Journal spécial des sociétés : Pourquoi avez-vous retenu le thème du droit de la famille ?
Jean Gasté : Nous nous apercevons qu’aujourd’hui, pour avoir une société apaisée, il faut que les familles elles-mêmes le soient. La première façon d’apprendre à vivre ensemble, avant d’avoir une confrontation avec les tiers et donc la société, c’est au sein de son entourage familial. Les études indiquent que 95 % des Français sont attachés à leur famille. C’est considérable ! La période du confinement leur a fait prendre conscience que la famille était une valeur et non une contrainte.
À l’inverse de ce que disait André Gide – « Famille, je vous hais ! » – on peut justement indiquer qu’elle est un lieu d’épanouissement et non de carcan. Malgré tout, les Français sont parfois déboussolés sur les questions de droit de la famille, et c’est pourquoi notre rôle d’accompagnement est primordial.

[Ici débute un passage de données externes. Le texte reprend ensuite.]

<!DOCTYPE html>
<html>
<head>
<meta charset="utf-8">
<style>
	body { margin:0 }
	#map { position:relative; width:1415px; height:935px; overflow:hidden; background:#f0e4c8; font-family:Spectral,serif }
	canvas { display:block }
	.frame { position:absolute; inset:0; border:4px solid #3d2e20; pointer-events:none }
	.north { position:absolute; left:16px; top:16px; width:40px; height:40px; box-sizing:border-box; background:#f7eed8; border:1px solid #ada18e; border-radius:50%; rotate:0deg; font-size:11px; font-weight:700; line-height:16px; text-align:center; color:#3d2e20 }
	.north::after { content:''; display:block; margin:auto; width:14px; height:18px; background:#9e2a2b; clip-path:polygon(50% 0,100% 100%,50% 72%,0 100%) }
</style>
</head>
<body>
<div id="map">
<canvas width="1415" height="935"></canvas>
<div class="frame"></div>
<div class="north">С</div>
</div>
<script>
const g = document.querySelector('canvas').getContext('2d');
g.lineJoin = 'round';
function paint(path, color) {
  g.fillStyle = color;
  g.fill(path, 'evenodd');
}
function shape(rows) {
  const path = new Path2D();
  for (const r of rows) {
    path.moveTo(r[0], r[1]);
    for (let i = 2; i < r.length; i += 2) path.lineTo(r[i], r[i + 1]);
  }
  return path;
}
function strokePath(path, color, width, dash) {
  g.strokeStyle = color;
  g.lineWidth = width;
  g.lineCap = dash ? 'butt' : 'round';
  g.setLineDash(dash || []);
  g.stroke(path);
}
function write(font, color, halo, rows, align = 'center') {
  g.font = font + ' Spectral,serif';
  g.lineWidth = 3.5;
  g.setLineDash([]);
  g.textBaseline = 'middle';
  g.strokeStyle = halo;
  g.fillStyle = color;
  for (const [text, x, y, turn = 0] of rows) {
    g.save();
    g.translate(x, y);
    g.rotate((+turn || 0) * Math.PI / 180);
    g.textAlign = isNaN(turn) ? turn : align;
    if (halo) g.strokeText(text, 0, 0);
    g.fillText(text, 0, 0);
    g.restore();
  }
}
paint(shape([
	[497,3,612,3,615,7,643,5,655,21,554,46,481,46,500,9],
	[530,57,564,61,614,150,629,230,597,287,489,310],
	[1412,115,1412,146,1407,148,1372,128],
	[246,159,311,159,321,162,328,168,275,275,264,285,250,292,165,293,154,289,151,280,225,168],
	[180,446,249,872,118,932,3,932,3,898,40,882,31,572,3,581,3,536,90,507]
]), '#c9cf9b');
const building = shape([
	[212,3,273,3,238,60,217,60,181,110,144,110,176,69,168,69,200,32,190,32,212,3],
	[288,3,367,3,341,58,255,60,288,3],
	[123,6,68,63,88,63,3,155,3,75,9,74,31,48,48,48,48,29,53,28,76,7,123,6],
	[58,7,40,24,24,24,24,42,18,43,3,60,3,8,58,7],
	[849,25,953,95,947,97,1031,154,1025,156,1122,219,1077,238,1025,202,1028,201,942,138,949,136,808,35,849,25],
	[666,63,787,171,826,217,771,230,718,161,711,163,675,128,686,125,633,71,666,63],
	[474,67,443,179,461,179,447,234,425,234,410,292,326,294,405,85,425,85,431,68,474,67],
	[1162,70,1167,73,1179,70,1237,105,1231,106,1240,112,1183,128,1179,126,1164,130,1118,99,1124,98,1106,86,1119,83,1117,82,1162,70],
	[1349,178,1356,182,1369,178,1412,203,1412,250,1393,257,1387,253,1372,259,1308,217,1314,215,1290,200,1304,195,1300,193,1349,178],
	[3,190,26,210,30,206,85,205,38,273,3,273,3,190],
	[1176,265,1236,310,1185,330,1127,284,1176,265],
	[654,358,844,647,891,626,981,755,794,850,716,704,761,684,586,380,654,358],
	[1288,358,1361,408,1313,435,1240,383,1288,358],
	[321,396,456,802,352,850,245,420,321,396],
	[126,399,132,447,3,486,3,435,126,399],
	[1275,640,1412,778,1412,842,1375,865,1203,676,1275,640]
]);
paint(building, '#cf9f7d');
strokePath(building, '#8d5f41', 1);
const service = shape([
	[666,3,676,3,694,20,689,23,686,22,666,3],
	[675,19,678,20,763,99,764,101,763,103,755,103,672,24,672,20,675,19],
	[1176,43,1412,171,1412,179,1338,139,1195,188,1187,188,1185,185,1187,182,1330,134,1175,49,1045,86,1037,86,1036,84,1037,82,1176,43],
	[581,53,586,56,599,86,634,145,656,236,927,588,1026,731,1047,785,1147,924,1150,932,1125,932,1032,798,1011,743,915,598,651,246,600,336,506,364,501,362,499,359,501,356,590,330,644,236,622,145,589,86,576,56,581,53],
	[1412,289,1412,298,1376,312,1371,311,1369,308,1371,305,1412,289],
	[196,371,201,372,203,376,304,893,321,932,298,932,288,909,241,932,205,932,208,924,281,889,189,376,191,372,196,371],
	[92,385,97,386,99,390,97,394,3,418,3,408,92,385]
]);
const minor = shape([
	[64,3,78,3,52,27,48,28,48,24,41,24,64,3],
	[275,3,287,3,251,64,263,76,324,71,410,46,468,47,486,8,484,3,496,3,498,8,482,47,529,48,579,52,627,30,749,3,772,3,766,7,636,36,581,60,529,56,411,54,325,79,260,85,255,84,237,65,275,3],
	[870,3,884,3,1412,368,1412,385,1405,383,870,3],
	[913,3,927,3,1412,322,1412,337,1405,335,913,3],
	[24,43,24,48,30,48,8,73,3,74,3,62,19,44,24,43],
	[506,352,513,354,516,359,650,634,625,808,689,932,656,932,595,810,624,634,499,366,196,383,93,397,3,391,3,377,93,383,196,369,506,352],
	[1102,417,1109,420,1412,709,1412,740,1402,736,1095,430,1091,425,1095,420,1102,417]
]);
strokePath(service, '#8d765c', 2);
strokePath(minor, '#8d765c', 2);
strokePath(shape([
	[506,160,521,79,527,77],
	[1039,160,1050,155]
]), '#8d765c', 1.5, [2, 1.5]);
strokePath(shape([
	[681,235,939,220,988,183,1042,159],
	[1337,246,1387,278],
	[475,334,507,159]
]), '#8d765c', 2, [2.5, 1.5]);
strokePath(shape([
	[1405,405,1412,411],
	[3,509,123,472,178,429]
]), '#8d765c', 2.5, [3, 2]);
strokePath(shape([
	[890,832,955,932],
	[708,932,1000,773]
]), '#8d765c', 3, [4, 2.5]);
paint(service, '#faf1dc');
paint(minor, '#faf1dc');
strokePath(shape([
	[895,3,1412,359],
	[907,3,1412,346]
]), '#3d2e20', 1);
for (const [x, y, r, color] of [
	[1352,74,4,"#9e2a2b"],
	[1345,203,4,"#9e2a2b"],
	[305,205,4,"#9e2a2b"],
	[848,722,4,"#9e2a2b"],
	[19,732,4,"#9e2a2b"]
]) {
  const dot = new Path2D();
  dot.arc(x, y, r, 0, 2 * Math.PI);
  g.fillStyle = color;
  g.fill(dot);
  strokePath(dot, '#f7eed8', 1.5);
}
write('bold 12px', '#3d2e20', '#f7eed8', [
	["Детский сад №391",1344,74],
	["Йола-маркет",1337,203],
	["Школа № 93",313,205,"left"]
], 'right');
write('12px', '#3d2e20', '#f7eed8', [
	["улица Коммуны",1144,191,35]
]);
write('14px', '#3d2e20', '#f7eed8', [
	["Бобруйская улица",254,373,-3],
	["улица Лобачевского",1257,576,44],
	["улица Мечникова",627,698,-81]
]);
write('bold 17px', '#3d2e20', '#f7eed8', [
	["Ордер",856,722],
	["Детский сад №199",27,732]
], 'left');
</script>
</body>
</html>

JSS : Dans vos prises de parole, en amont du congrès, vous décrivez une notion de famille qui reste universelle mais dont les configurations ont changé avec le temps. Comment le notaire s’adapte-t-il à ces changements ?
J. G. : Il est vrai qu’il y a 30 ans, lorsque j’ai commencé dans la profession, il n’y avait qu’une seule façon de créer une famille : c’était d’être marié. Aujourd’hui, en France, 60 % des naissances ont lieu hors mariage, de parents qui sont parfois pacsés ou simplement concubins. Forcément, nous devons nous adapter. Le droit de la famille est passionnant car il suit l’évolution des sociétés et c’est peut-être ce qui le rend plus difficile pour nous, notaires.
Chacun est libre d’organiser sa façon de vivre comme il l’entend, mais à côté de ça, il y a des règles obligatoires de vie commune. Même si les fondamentaux de la famille changent, comme le mariage qui n’est plus nécessairement pour la vie, les Français veulent connaître les règles de fonctionnement pour éviter des tensions. Notre rôle est de leur expliquer leurs droits et leurs obligations qui ne sont pas inscrites partout. On les présume souvent, mais lorsque l’on expose la réalité des textes à nos clients, parfois, ils découvrent des choses.
JSS : Diriez-vous que les évolutions de la société ont complexifié votre profession ?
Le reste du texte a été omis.